----- Exercise materials -----
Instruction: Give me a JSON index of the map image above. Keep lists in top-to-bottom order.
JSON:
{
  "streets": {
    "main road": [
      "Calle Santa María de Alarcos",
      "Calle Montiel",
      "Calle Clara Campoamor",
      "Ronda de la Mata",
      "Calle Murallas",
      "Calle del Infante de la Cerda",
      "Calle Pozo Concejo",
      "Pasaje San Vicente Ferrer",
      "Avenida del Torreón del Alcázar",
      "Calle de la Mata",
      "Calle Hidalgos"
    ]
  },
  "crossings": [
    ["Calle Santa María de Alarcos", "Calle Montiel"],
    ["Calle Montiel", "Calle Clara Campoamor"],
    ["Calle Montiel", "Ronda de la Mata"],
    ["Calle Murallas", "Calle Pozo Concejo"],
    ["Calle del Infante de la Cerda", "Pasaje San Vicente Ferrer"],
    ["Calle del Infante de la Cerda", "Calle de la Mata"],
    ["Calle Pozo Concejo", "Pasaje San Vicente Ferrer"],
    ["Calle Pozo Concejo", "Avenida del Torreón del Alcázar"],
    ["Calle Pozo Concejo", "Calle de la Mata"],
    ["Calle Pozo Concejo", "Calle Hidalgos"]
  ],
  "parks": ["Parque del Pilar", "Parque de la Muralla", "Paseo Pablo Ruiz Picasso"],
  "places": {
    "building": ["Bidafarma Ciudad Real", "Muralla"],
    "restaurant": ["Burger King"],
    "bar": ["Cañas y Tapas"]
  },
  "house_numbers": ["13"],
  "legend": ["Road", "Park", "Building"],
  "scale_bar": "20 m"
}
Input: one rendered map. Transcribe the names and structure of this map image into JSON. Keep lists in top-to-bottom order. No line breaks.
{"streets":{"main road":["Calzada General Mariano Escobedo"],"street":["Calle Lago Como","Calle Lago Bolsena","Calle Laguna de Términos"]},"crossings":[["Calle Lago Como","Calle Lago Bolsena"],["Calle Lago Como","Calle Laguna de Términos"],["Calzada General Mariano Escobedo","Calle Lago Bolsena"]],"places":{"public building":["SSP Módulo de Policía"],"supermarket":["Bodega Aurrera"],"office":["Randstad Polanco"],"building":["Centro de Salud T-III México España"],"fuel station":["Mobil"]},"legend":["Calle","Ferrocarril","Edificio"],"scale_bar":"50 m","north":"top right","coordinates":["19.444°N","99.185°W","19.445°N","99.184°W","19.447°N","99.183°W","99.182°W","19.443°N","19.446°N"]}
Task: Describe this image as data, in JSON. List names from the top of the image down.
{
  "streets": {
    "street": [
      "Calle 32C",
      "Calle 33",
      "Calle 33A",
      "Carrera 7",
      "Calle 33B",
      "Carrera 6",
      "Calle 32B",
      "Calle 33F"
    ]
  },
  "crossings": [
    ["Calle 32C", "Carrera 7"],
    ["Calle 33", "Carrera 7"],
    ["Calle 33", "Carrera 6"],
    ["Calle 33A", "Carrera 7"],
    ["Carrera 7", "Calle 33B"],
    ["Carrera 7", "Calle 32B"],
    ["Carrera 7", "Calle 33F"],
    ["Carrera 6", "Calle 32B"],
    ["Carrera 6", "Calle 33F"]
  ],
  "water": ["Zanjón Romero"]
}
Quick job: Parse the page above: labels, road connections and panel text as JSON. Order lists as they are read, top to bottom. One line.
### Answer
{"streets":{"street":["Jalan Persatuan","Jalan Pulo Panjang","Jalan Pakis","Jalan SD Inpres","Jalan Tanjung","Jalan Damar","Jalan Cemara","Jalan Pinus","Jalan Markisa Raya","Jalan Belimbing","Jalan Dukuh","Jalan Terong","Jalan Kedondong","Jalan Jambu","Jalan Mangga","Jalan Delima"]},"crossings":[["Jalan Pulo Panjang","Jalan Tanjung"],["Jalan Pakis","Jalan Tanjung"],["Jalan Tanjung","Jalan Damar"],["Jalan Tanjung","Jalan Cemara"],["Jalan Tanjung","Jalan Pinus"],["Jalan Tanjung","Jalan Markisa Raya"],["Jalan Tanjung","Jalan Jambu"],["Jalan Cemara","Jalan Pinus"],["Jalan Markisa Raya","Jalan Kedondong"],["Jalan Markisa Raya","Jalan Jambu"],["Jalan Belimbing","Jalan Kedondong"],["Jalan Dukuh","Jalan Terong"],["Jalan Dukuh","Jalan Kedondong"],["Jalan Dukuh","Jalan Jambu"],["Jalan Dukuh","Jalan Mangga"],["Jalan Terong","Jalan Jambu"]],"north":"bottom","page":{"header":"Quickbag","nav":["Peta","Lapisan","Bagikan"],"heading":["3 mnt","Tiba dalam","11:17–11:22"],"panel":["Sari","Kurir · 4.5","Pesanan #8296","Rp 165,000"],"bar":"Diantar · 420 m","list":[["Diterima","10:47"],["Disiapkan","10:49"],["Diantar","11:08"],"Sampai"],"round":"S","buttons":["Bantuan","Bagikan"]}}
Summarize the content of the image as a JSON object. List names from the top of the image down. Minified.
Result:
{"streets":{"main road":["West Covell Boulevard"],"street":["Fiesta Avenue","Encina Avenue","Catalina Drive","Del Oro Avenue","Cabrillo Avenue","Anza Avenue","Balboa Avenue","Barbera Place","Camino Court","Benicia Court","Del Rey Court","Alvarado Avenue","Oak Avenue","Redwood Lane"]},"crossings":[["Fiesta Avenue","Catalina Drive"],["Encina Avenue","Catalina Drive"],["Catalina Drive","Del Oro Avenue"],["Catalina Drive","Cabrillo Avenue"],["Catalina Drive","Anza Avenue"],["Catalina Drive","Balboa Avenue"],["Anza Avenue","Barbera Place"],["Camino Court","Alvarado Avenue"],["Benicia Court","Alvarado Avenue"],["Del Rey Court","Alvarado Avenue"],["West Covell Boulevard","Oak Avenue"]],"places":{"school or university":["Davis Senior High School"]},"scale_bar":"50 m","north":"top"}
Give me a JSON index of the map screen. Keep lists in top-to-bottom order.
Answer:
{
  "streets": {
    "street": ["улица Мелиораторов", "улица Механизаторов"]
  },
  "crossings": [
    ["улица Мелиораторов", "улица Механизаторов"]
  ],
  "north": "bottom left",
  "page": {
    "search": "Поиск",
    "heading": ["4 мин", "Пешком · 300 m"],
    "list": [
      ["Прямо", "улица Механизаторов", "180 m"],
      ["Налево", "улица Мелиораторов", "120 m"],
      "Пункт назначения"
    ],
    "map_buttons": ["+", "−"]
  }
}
-----
▸ Exercise objective: The lines from the one holding "Give me a JSON index of the map screen." to the final line of the entries, both included, are what should be output, exactly and alone.

▸ Exercise output:
Give me a JSON index of the map screen. Keep lists in top-to-bottom order.
Answer:
{
  "streets": {
    "street": ["улица Мелиораторов", "улица Механизаторов"]
  },
  "crossings": [
    ["улица Мелиораторов", "улица Механизаторов"]
  ],
  "north": "bottom left",
  "page": {
    "search": "Поиск",
    "heading": ["4 мин", "Пешком · 300 m"],
    "list": [
      ["Прямо", "улица Механизаторов", "180 m"],
      ["Налево", "улица Мелиораторов", "120 m"],
      "Пункт назначения"
    ],
    "map_buttons": ["+", "−"]
  }
}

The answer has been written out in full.